Ryan co-sponsored the Sanctity of Life Act enshrining a fertilized egg with the definition of “personhood” and supported a bill Democrats nicknamed the “Let Women Die Act,” which would have let hospitals that get federal money deny women abortions even in life-threatening circumstances.
And Rand would not have approved of Ryan’s votes in the House backing W.’s profligate spending on unwinnable wars, a bank bailout and a Medicare expansion. She would no doubt have been thrilled, however, that under the Ryan budget plan, the megarich Romney would go from paying shamefully as little as possible in taxes to virtually no taxes.
Ryan was drawn to Rand’s novels, with their rejection of “the altruist morality,” making narcissism a social virtue; her exhortation that man must not only strive for “physical values” — her heroes were hot — and self-made wealth, but a “self-made soul.” Like John Galt, who traces a dollar sign “over the desolate earth” at the end of “Atlas Shrugged,” Rand idolized the dollar. She wore a brooch shaped like a dollar sign, and a 6-foot dollar sign stood beside her coffin at her wake.
Although the Catholic Ryan told Fox News’s Brit Hume in an interview that aired Tuesday night that he “completely disagreed” with Rand’s “atheistic philosophy,” he said his interest in economics was “triggered” by her.

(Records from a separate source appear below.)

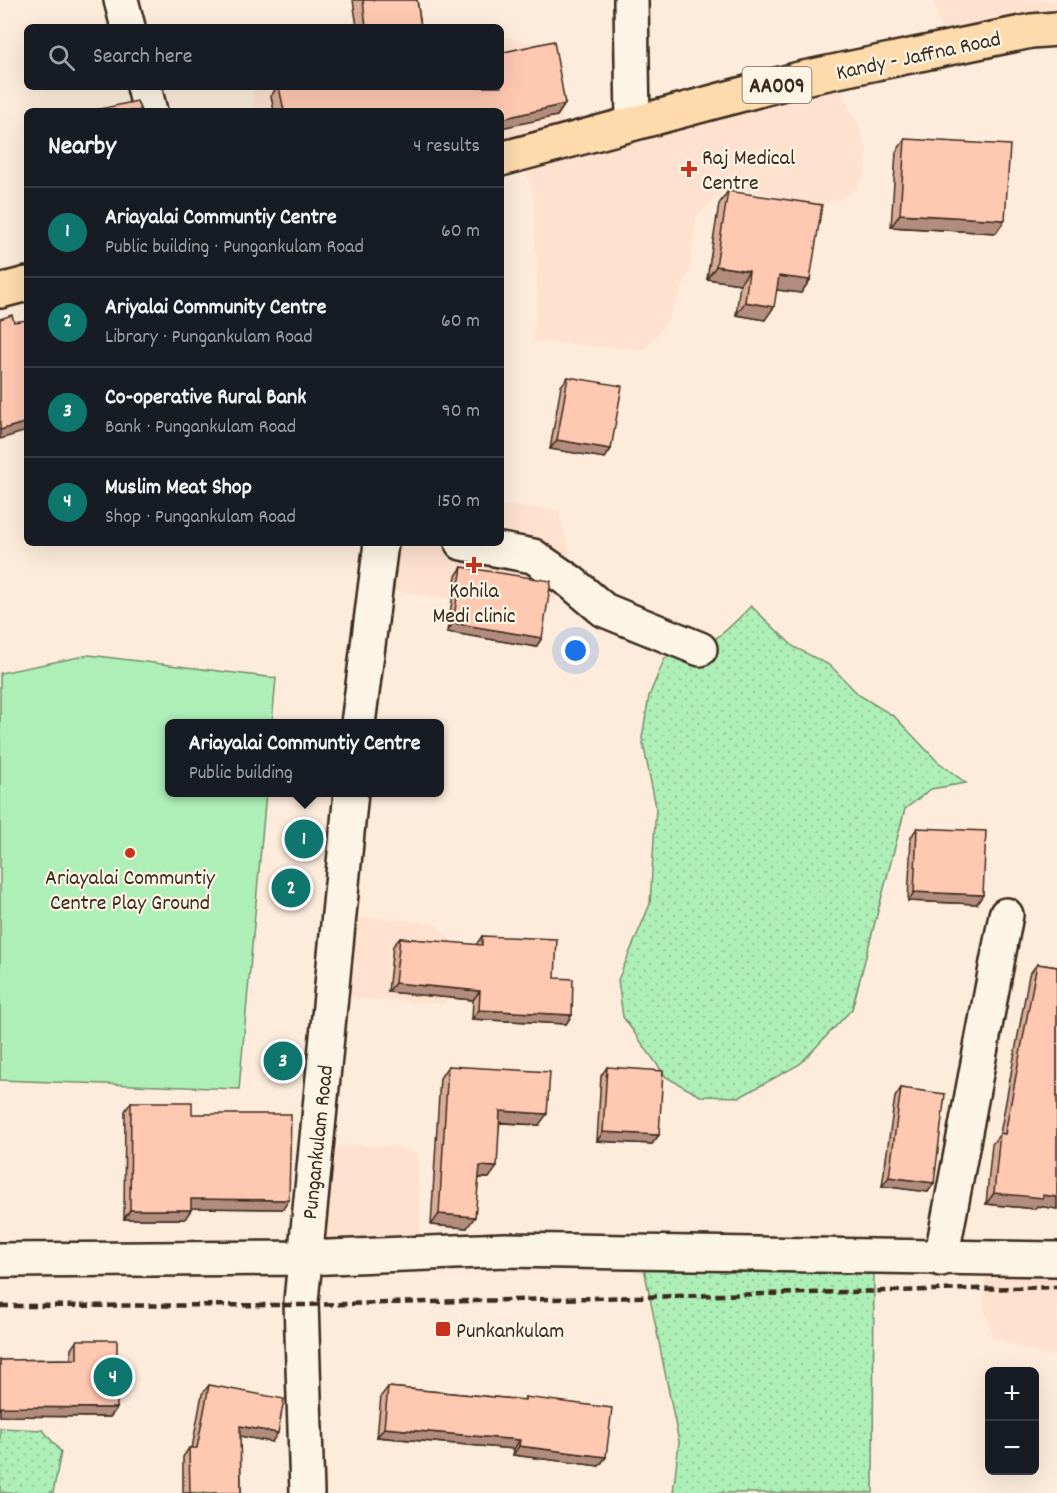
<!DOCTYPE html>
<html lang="en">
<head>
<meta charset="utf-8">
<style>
  body { margin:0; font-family:Dekko,sans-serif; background:#20242c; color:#f1f3f6 }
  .controls { position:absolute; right:18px; bottom:18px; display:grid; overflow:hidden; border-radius:9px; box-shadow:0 6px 24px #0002 }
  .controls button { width:54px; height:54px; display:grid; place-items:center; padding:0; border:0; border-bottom:2px solid #363941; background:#171b24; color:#f1f3f6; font:30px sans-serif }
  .you { position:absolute; left:576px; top:651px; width:21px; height:21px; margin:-15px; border:4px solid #fff; border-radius:50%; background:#1a73e8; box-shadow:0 0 0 9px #1a73e833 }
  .badge { display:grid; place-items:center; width:39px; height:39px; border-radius:50%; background:#0f766e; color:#fff; font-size:20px; font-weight:700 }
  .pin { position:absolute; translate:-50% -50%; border:3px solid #fff; box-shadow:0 2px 6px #0006 }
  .popup { position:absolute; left:165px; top:719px; width:279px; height:78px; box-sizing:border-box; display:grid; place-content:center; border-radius:9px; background:#171b24; filter:drop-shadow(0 2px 4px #0005); font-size:20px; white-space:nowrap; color:#9ea1a6 }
  .popup b { font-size:22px; color:#f1f3f6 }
  .popup::after { content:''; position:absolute; left:50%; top:100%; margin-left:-12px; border:12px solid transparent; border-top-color:#171b24 }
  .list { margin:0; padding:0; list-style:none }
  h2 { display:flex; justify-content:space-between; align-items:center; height:78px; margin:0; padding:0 24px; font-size:26px }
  h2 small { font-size:20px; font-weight:400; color:#9ea1a6 }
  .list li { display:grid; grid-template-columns:39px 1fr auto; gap:18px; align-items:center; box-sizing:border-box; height:90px; padding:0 24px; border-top:2px solid #363941 }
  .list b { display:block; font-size:22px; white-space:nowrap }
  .list p { margin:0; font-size:20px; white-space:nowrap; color:#9ea1a6 }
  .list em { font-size:20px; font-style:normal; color:#9ea1a6 }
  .icon { flex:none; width:33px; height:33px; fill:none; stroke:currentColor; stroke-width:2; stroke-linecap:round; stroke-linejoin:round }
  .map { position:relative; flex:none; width:1057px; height:1493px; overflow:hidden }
  .search { position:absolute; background:#171b24; box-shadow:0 6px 24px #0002; left:24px; top:24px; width:480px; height:66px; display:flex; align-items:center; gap:15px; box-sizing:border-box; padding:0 21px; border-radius:9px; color:#9ea1a6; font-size:22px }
  .panel { position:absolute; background:#171b24; box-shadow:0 6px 24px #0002; left:24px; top:108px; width:480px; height:438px; border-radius:9px }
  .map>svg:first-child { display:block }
</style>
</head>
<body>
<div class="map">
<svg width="1057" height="1493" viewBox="0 0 1057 1493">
  <defs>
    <pattern id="grass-dots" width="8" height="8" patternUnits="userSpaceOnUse" patternTransform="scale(1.5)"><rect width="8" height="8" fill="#aeefb7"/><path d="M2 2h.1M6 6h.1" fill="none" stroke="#97cd9d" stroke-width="1.8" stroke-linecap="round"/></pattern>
  </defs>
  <rect width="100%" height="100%" fill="#fdecdb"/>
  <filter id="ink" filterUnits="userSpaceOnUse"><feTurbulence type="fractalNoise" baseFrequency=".0167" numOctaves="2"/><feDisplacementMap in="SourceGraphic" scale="12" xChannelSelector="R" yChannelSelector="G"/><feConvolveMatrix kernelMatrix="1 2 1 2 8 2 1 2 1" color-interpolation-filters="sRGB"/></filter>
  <g filter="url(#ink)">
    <path fill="#fee1ce" d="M 934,0 L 1057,0 L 1057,29 L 943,37 Z
      M 501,35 L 526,43 L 554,46 L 565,141 L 830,73 L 859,125 L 867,151 L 865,175 L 856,189 L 840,199 L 819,205 L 801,203 L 739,187 L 726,191 L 715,199 L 696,217 L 690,268 L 679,297 L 664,326 L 644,350 L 533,341 L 538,295 L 533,198 L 522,153 L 501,159 L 501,111 L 254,111 L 252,92 L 255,87 L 501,87 Z
      M 501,505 L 558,510 L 570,554 L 569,577 L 550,607 L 479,603 L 376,588 L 381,543 L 501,543 Z
      M 338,916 L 406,920 L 436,925 L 457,947 L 454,978 L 445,1004 L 330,997 Z
      M 346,1145 L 394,1146 L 417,1153 L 421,1253 L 304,1258 L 315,1152 Z
      M 986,1267 L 1057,1269 L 1057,1355 L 1044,1355 L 993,1337 L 983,1303 Z"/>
    <path fill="url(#grass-dots)" stroke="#748c6a" stroke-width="1.5" d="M 751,606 L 794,647 L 831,666 L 859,695 L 895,717 L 937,761 L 966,783 L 931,789 L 905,809 L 852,1009 L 800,1064 L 740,1097 L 700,1096 L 666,1077 L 623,1017 L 618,980 L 650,904 L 656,807 L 642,738 L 649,696 L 665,658 C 711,647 718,639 751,606 Z
      M 641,1253 L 874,1258 L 873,1493 L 673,1493 L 679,1442 Z
      M 0,1428 L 43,1430 L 61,1452 L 53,1493 L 0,1493 Z"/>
    <path fill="#aeefb7" stroke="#748c6a" stroke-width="1.5" d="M 89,655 L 276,678 L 272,723 L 169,724 L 169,792 L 266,793 L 239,1089 L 0,1080 L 0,673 Z"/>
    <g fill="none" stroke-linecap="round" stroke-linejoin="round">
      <g stroke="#3b2a1e" stroke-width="38">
        <path id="minor" d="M 121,0 L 128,27
          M 631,0 L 633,123
          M 144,87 L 150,111
          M 462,543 L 533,556 L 571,582 L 604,610 L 700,649
          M 358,724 L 381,543
          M 941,1259 L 1006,915
          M 0,1260 L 304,1258 L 505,1250 L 1057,1259
          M 307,1493 L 301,1301 L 351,792"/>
      </g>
      <g stroke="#3b2a1e" stroke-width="38">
        <path id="trunk" d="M 501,159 L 799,79 L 1031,31 L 1057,29
          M 0,291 L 27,284"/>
      </g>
      <use href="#minor" stroke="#fcf5e5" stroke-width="33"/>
      <use href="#trunk" stroke="#fedbac" stroke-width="33"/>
      <path stroke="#3b2a1e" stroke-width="4.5" stroke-dasharray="9 4.5" stroke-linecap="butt" d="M 0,1306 L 302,1305 L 1057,1287"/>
    </g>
    <path fill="#dbac98" stroke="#3b2a1e" stroke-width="1.5" d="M 353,0 L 417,0 L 421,27 L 357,27 Z
      M 504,52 L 565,104 L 557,116 L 501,111 L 274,111 L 271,96 L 277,87 L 501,87 Z
      M 905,139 L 1005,220 L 996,233 L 891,227 L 896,152 Z
      M 728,191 L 810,280 L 801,293 L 777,290 L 765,320 L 736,315 L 740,284 L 707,279 L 719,204 Z
      M 568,377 L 611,449 L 605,458 L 550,449 L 561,386 Z
      M 462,567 L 542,638 L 536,647 L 447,632 L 456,576 Z
      M 917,828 L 977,904 L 908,901 L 911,837 Z
      M 482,936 L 555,978 L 572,1015 L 566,1024 L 472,1019 L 473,1000 L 388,992 L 393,946 L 400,938 L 476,945 Z
      M 1037,964 L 1057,967 L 1057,1209 L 1037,1206 L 1035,1209 L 986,1204 L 992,1144 L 1000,1134 L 1029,975 Z
      M 448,1066 L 539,1125 L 500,1123 L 489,1178 L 479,1178 L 467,1228 L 431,1225 L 440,1078 Z
      M 607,1067 L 659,1135 L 652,1144 L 597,1141 L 601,1076 Z
      M 901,1088 L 934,1183 L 928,1192 L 882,1186 L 895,1097 Z
      M 131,1102 L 192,1114 L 283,1209 L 191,1208 L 185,1219 L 124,1219 L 125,1111 Z
      M 77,1340 L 117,1408 L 110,1417 L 0,1416 L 0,1360 L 71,1359 L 71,1349 Z
      M 209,1385 L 272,1442 L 240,1436 L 241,1493 L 183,1493 L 183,1457 L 189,1448 L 192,1448 L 202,1394 Z
      M 388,1387 L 524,1400 L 525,1397 L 606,1457 L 599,1466 L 513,1455 L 514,1449 L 377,1437 L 381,1396 Z"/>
    <path fill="#b28c7c" stroke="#3b2a1e" stroke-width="1.5" d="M 565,104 L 557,116 L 501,128 L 501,119 Z
      M 900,214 L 1005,220 L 996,233 L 891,227 Z
      M 716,266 L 749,271 L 740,284 L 707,279 Z
      M 779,276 L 810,280 L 801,293 L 770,289 Z
      M 745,302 L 774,307 L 765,320 L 736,315 Z
      M 27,422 L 27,431 L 0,439 L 0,430 Z
      M 557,440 L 611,449 L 605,458 L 550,449 Z
      M 453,623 L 542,638 L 536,647 L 447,632 Z
      M 914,892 L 983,895 L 977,904 L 908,901 Z
      M 395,983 L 480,991 L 473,1000 L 388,992 Z
      M 479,1010 L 572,1015 L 566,1024 L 472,1019 Z
      M 500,1111 L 547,1114 L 539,1125 L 492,1122 Z
      M 603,1132 L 659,1135 L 652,1144 L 597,1141 Z
      M 480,1166 L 497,1167 L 489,1178 L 472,1177 Z
      M 889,1177 L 934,1183 L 928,1192 L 882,1186 Z
      M 994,1193 L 1043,1195 L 1057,1197 L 1057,1209 L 1037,1206 L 1035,1209 L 986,1204 Z
      M 191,1199 L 289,1200 L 283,1209 L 185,1208 Z
      M 130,1210 L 191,1210 L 185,1219 L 124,1219 Z
      M 439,1214 L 475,1217 L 467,1228 L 431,1225 Z
      M 0,1407 L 117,1408 L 110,1417 L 0,1416 Z
      M 240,1426 L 278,1433 L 272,1442 L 234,1435 Z
      M 384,1428 L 520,1440 L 514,1449 L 377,1437 Z
      M 519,1446 L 606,1457 L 599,1466 L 513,1455 Z"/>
    <path fill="#ffc8b1" stroke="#3b2a1e" stroke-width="1.5" d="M 363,0 L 417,0 L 421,27 L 366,27 Z
      M 501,34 L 504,52 L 554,41 L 565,104 L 501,119 L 501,111 L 284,111 L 279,87 L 501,87 Z
      M 137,101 L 141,111 L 91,111 Z
      M 905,139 L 1010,145 L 1005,220 L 900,214 Z
      M 728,191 L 822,205 L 810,280 L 779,276 L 774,307 L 745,302 L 749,271 L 716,266 Z
      M 12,315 L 14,322 L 27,320 L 27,422 L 0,430 L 0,319 Z
      M 568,377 L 622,386 L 611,449 L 557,440 Z
      M 462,567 L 551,581 L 542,638 L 453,623 Z
      M 917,828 L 986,831 L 983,895 L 914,892 Z
      M 482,936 L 557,939 L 555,978 L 573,979 L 572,1015 L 479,1010 L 480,991 L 395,983 L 400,938 L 482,945 Z
      M 1037,964 L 1057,967 L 1057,1197 L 1043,1195 L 1043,1198 L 994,1193 L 1000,1133 L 1005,1134 Z
      M 448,1066 L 550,1072 L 547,1114 L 500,1111 L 497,1167 L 480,1166 L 475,1217 L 439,1214 Z
      M 607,1067 L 663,1071 L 659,1135 L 603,1132 Z
      M 901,1088 L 945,1094 L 934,1183 L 889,1177 Z
      M 131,1102 L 192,1102 L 192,1114 L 291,1114 L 289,1200 L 191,1199 L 191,1210 L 130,1210 Z
      M 77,1340 L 117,1340 L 117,1408 L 0,1407 L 0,1360 L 77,1359 Z
      M 209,1385 L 284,1399 L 278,1433 L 240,1426 L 241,1493 L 190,1493 L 189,1448 L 197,1448 Z
      M 388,1387 L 525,1400 L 525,1397 L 612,1408 L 606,1457 L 519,1446 L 520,1440 L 384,1428 Z"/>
  </g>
  <g fill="#c8321e" stroke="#fcf5e5" stroke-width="2">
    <path d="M686 160h6v6h6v6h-6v6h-6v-6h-6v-6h6z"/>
    <path d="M471 556h6v6h6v6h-6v6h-6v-6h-6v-6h6z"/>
    <circle cx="130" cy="853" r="6"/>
    <rect x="435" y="1321" width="16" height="16" rx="3"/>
  </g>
  <g text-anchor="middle" stroke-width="4.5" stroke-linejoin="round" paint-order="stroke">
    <rect fill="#fcf5e5" stroke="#75675a" stroke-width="1.5" x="742.5" y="67" width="69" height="36" rx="4.5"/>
    <g font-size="21" font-weight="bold" fill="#3b2a1e">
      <text x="777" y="92">AA009</text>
    </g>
    <g font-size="22" fill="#3b2a1e" stroke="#fcf5e5">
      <text transform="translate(918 54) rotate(-12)" y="8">Kandy - Jaffna Road</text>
      <text transform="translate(316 1142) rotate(-84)" y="8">Pungankulam Road</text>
    </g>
    <g font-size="22" fill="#3b2a1e" stroke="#fcf5e5" text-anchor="start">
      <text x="702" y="164">Raj Medical<tspan x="702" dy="25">Centre</tspan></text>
      <text x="474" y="597" text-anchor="middle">Kohila<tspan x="474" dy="25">Medi clinic</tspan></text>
      <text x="130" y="884" text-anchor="middle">Ariayalai Communtiy<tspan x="130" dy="25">Centre Play Ground</tspan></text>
      <text x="456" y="1337">Punkankulam</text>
    </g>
  </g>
</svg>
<div class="controls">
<button>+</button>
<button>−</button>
</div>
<div class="you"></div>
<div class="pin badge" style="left:304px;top:839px">1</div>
<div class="popup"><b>Ariayalai Communtiy Centre</b>Public building</div>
<div class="pin badge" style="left:291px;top:888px">2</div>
<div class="pin badge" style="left:283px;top:1061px">3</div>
<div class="pin badge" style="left:113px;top:1377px">4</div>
<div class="search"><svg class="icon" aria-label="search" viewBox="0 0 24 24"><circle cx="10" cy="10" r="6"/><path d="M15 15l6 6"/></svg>Search here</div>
<section class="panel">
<h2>Nearby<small>4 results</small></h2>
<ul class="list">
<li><span class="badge">1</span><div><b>Ariayalai Communtiy Centre</b><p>Public building · Pungankulam Road</p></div><em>60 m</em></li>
<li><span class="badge">2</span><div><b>Ariyalai Community Centre</b><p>Library · Pungankulam Road</p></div><em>60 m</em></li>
<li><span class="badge">3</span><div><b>Co-operative Rural Bank</b><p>Bank · Pungankulam Road</p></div><em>90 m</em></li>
<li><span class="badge">4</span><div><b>Muslim Meat Shop</b><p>Shop · Pungankulam Road</p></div><em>150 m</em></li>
</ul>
</section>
</div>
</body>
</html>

His long infatuation with her makes him seem even younger than he looks with his cowlick because Randism is a state of arrested adolescence, making its disciples feel like heroic teenagers atop a lofty mountain peak.
The secretive, ambiguous Romney was desperate for ideological clarity, so he outsourced his political identity to Ryan, a numbers guy whose numbers don’t add up.
This just proves that Romney will never get over his anxiety about not being conservative enough. As president, he’d still feel the need to prove himself with right-wing Supreme Court picks.
Ryan should stop being so lovable. People who intend to hurt other people should wipe the smile off their faces.
Maureen Dowd is a syndicated columnist who writes for the New York Times News Service.